The episodes in this set are presented as follows:

Disc 1 Side 1:

1 - The Heat Thing / The Worm People / Zorak
2 - Creature King / The Treemen / The Lizard Slavers
3 - The Web / The Sacrifice / Homing Device
4 - The Drone / The Moss Men / The Sandman

Disc 1 Side 2:

5 - The Robot Master / Marooned / The Energy Monster
6 - Hi-Jackers / Giant Ants / The Lure
7 - The Schemer / The Rock Pygmies / The Evil Collector
8 - Lokar - King Of The Killer Locusts / Danger River / Brago
9 - The Cyclopeds / The Fire God / Space Sargasso
10 - The Iceman / The Vampire Men / The Time Machine
11 - The Space Birds / The Wolf People / Attack Of The Saucer Crab
12 - Nightmare Planet / Valley Of The Giants / Space Armada

Disc 2 Side 1:

13 - Ruler Of The Rock Robots / The Bird Riders / The Challenge
14 - Jungle Planet / The Marksman / Revenge Of The Spider Woman
15 - The Space Ark / The Terrible Chase / Glasstor
16 - The Space Piranhas / The Spear Warrirors / The Sorceror
17 - The Ovens Of Moltar / The Ant Warriors / Transor - The Matter Mover
18 - The Looters / The Mighty Snow Creature / The Gargoyloids
19 - The Meeting / Clutches Of The Creature King / The Deadly Trap
20 - The Molten Monsters Of Moltar / Two Faces Of Doom / The Final Encounter



Each and every one of these episodes was originally devised to be shown on television so the 1.33.1 fullframe aspect ratio in which they are presented in this set is as it should be. In terms of image quality, everything looks pretty good here. There is a little bit of grain here and there and if you look for them you'll pick up on some random specks but aside from that, the episodes look quite good. Color reproduction is solid, black levels are strong and quite consistent and for a four decade old cartoon, there's little to complain about here in terms of presentation.

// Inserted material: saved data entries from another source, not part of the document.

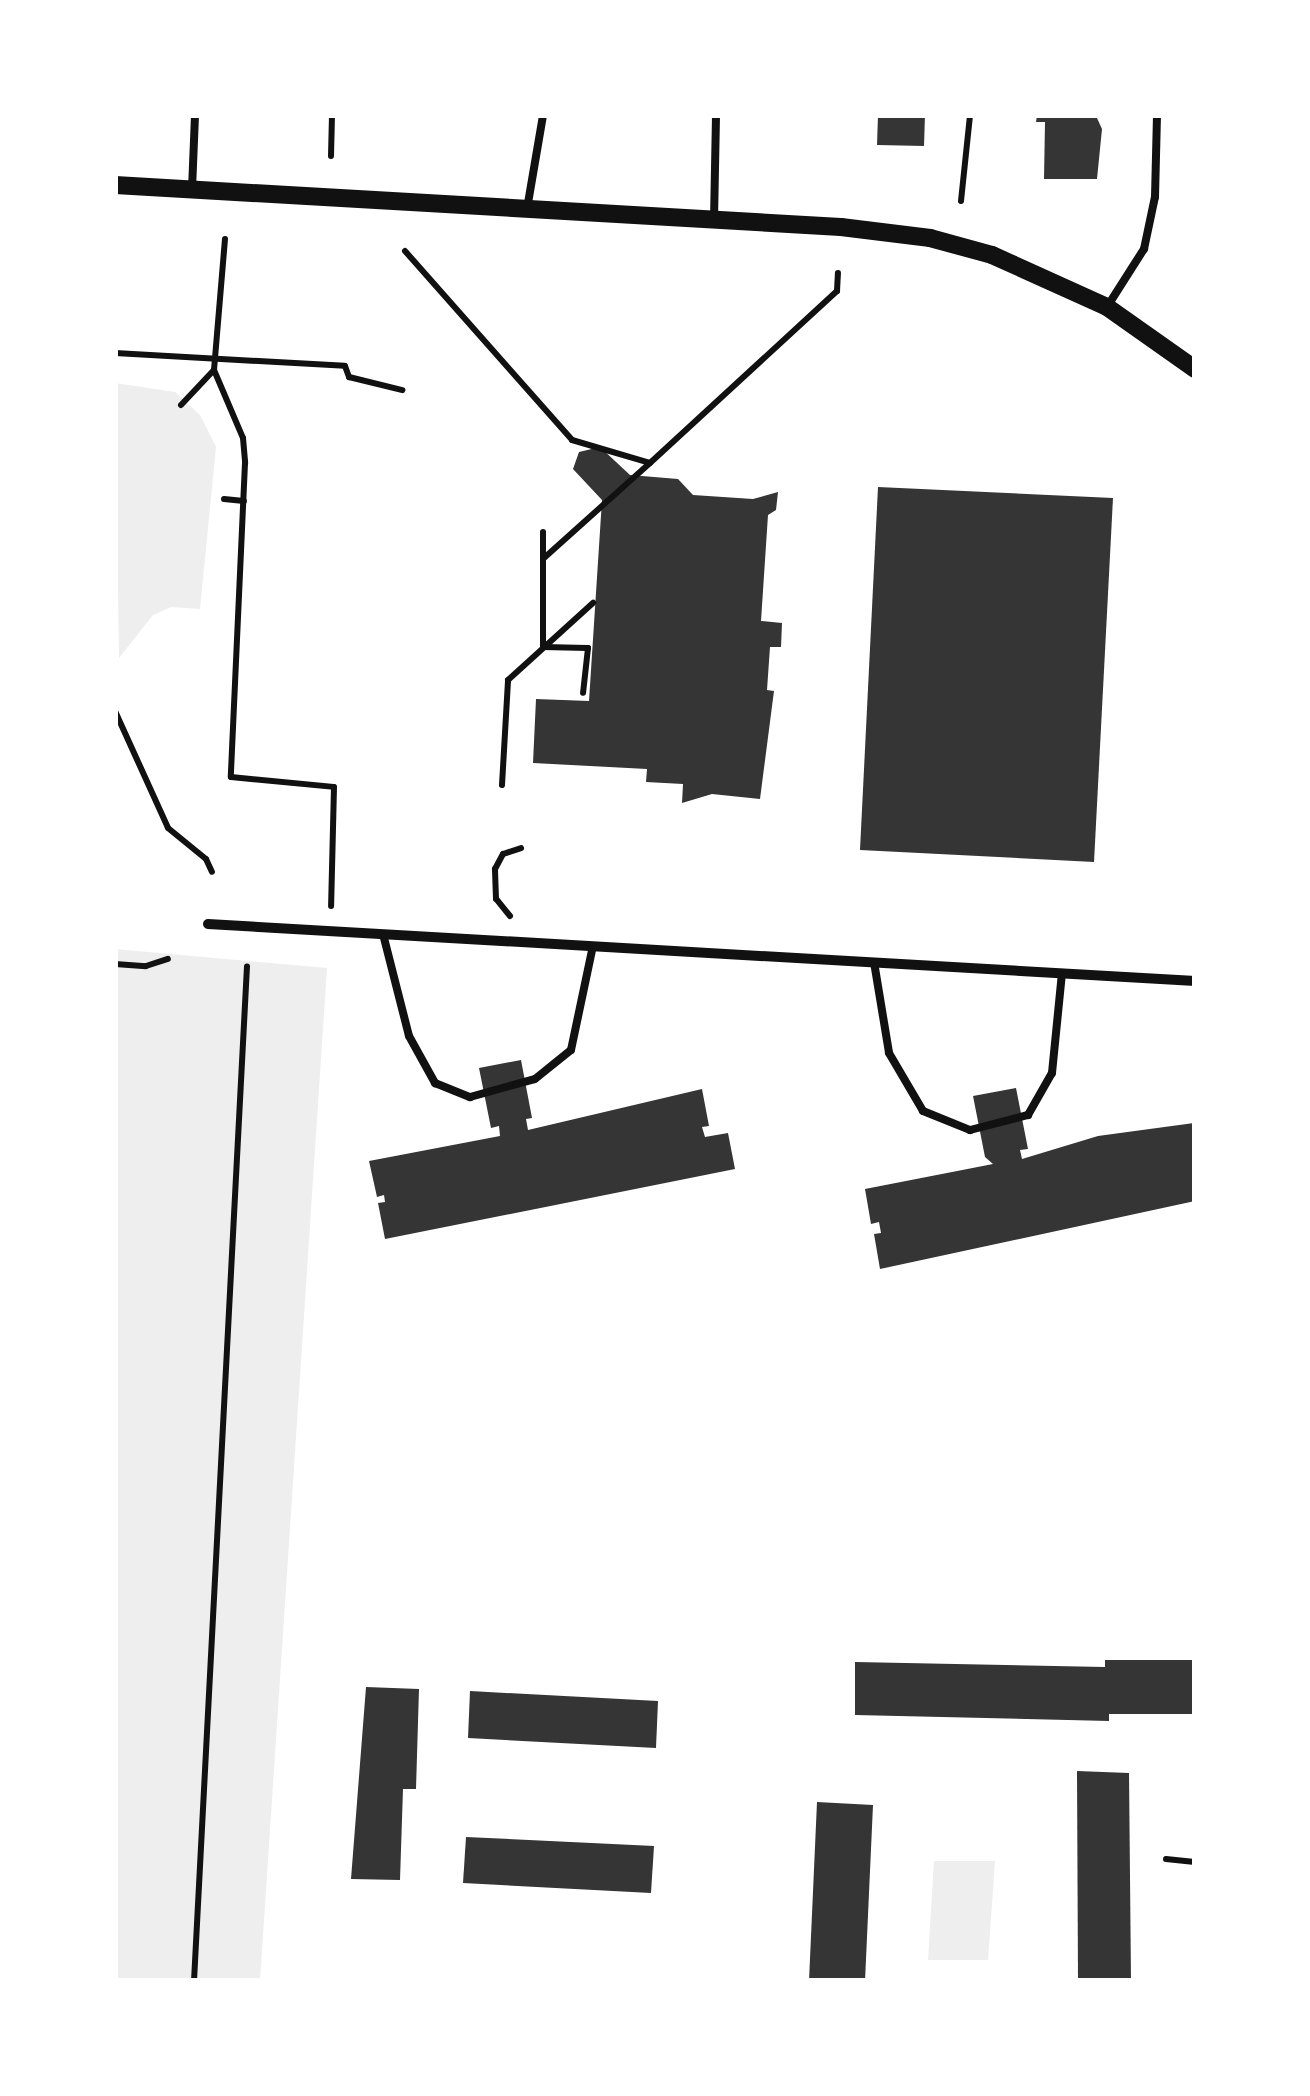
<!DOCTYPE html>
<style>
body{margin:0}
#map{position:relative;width:1310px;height:2096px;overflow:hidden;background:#fff;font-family:"Varela Round",sans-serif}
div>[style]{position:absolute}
.green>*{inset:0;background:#eee}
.building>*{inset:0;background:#353535}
.path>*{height:6px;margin:-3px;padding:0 3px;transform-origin:3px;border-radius:3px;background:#111}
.service>*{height:8px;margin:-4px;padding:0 4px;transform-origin:4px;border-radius:4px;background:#111}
.minor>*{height:10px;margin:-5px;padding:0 5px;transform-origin:5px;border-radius:5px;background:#111}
.tertiary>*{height:18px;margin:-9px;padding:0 9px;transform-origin:9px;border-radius:9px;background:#111}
span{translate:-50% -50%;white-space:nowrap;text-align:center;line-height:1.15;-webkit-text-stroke:10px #fff;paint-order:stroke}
.frame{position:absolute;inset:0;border:118px solid #fff;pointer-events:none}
</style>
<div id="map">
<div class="green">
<div style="clip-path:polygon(115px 383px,175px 392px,200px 415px,216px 447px,200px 609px,171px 607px,153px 615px,119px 658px)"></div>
<div style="clip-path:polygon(115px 949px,327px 968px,260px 1981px,115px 1981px)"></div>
<div style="clip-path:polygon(934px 1861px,995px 1861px,988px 1960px,928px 1960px)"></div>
</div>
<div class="building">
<div style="clip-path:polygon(878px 115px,925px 115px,924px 146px,877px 145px)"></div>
<div style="clip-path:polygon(1037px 115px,1097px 118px,1102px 129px,1097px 179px,1044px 179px,1045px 122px,1036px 122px)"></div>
<div style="clip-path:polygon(600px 447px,630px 475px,678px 479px,693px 495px,753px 499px,778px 492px,776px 510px,768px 515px,761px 621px,782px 623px,781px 647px,770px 647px,767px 690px,774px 691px,760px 799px,712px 794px,682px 803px,683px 784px,646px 782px,647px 769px,533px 763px,536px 699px,589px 701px,602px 500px,573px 469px,579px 452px)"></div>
<div style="clip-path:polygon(878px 487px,1113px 498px,1094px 862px,860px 850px)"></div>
<div style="clip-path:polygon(521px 1060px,532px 1118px,526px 1119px,528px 1130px,702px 1089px,709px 1126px,702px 1127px,705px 1137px,728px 1133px,735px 1169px,385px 1239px,378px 1203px,385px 1202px,384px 1195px,377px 1197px,369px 1161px,500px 1136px,499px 1126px,491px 1128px,479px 1068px)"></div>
<div style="clip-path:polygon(1016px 1088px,1028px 1149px,1020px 1150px,1022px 1159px,1098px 1136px,1194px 1123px,1195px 1201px,880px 1269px,874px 1234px,881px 1233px,879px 1222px,871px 1224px,865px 1189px,993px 1164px,985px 1157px,973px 1096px)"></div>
<div style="clip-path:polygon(1105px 1660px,1195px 1660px,1195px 1714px,1109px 1714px,1109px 1721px,855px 1715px,855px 1662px,1105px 1667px)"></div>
<div style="clip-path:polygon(366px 1687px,419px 1689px,416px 1789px,403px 1789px,400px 1880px,351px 1879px)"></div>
<div style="clip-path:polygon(470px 1691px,658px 1701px,656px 1748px,468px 1738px)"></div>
<div style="clip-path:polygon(1077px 1771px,1129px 1773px,1131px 1981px,1078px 1981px)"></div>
<div style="clip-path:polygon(817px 1802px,873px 1805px,865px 1981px,809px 1981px)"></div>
<div style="clip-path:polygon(466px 1837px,654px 1846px,651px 1893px,463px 1883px)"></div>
</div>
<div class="path">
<div style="left:331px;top:156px;width:41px;rotate:-88.6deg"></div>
<div style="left:961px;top:201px;width:86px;rotate:-84deg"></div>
<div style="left:225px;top:239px;width:131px;rotate:94.8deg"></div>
<div style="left:214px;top:370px;width:74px;rotate:66.9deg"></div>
<div style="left:243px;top:438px;width:25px;rotate:85deg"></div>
<div style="left:245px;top:463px;width:314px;rotate:92.6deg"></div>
<div style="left:231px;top:777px;width:103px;rotate:5.5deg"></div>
<div style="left:334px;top:787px;width:119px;rotate:91.4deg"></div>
<div style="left:405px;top:251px;width:252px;rotate:48.5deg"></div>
<div style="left:572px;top:440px;width:81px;rotate:16.4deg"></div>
<div style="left:650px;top:463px;width:254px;rotate:-42.6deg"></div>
<div style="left:837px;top:291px;width:18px;rotate:-87deg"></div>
<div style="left:115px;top:353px;width:230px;rotate:3.2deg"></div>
<div style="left:345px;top:366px;width:12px;rotate:70deg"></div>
<div style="left:349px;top:377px;width:55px;rotate:13.8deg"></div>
<div style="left:181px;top:405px;width:48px;rotate:-46.7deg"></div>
<div style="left:224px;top:499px;width:20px;rotate:6deg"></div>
<div style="left:543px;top:532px;width:115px;rotate:90deg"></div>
<div style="left:543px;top:647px;width:45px;rotate:1.3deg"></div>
<div style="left:588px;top:648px;width:45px;rotate:96.3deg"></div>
<div style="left:544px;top:558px;width:142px;rotate:-41.9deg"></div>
<div style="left:115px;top:711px;width:128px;rotate:65.6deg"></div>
<div style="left:168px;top:828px;width:49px;rotate:39.2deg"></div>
<div style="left:206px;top:859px;width:14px;rotate:65deg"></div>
<div style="left:502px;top:785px;width:105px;rotate:-86.7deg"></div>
<div style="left:508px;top:680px;width:115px;rotate:-42.2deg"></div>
<div style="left:510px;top:916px;width:22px;rotate:-129deg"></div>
<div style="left:496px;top:899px;width:30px;rotate:-92deg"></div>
<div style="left:495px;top:869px;width:17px;rotate:-62deg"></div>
<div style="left:503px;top:854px;width:19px;rotate:-18deg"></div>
<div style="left:115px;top:964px;width:31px;rotate:4deg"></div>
<div style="left:146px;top:966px;width:23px;rotate:-18deg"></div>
<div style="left:1166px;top:1859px;width:29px;rotate:6deg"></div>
<div style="left:194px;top:1981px;width:1016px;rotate:-87.01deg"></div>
</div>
<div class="service">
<div style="left:192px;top:190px;width:75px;rotate:-87.7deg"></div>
<div style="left:527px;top:209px;width:95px;rotate:-80.3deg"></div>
<div style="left:714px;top:220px;width:105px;rotate:-88.9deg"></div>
<div style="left:1107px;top:307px;width:69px;rotate:-57.5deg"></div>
<div style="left:1144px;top:249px;width:53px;rotate:-78.1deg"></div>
<div style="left:1155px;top:197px;width:82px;rotate:-88.6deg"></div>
<div style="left:383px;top:934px;width:105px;rotate:75.7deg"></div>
<div style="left:409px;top:1036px;width:54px;rotate:61deg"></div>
<div style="left:435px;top:1083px;width:38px;rotate:22deg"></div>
<div style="left:470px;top:1097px;width:67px;rotate:-15.5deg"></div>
<div style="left:535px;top:1079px;width:46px;rotate:-38.9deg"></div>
<div style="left:571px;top:1050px;width:106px;rotate:-78.1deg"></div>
<div style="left:874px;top:962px;width:92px;rotate:80.6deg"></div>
<div style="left:889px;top:1053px;width:67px;rotate:59.6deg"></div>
<div style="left:923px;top:1111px;width:51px;rotate:22deg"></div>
<div style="left:970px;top:1130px;width:60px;rotate:-14.5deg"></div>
<div style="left:1028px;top:1115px;width:48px;rotate:-60.3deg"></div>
<div style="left:1052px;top:1073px;width:100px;rotate:-84.3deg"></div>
</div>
<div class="minor">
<div style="left:208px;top:924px;width:989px;rotate:3.31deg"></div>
</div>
<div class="tertiary">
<div style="left:115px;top:185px;width:727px;rotate:3.31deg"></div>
<div style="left:841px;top:227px;width:90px;rotate:7deg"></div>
<div style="left:930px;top:238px;width:64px;rotate:15.3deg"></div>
<div style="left:992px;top:255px;width:126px;rotate:24.3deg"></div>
<div style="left:1107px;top:307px;width:108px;rotate:35.2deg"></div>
</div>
<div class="frame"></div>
</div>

The English language Dolby Digital Mono sound in this set is fine even if it does show its age a little bit. There's not much to these tracks, they're pretty basic, but the DVDs do a fine job of replicating their low-fi feel and sound and you can't really fault them for that. Dialogue is clean and clear and there are no problems to report in regards to hiss or distortion. Everything sounds a bit flat but that's probably to be expected to a certain extent and as such it's forgivable. Optional English closed captioning is provided for each episode.


Aside from some nifty menus, nice packaging and episode selection menus the only extra feature of note is a brief documentary entitled The Life And Art Of Alex Toth (contained on the second side of the second disc) which is an interesting biographical piece on Space Ghost creator Alex Toth. While Toth's output was large enough that a lengthier piece could easily be done on his career, this is at least a well put together segment that at least pays tribute to the man and his legacy even if a bit more depth on the subject would have been very welcome.

Final Thoughts:

Space Ghost And Dino Boy: The Complete Series is obviously a very different show than the Adult Swim series but fans of sixties superheroes and vintage Hanna-Barbera animation or Alex Toth should definitely enjoy this series. It's campy but fun with some interesting and enduring characters. More extras would have helped the package a bit but the presentation is nice, consider this set recommended.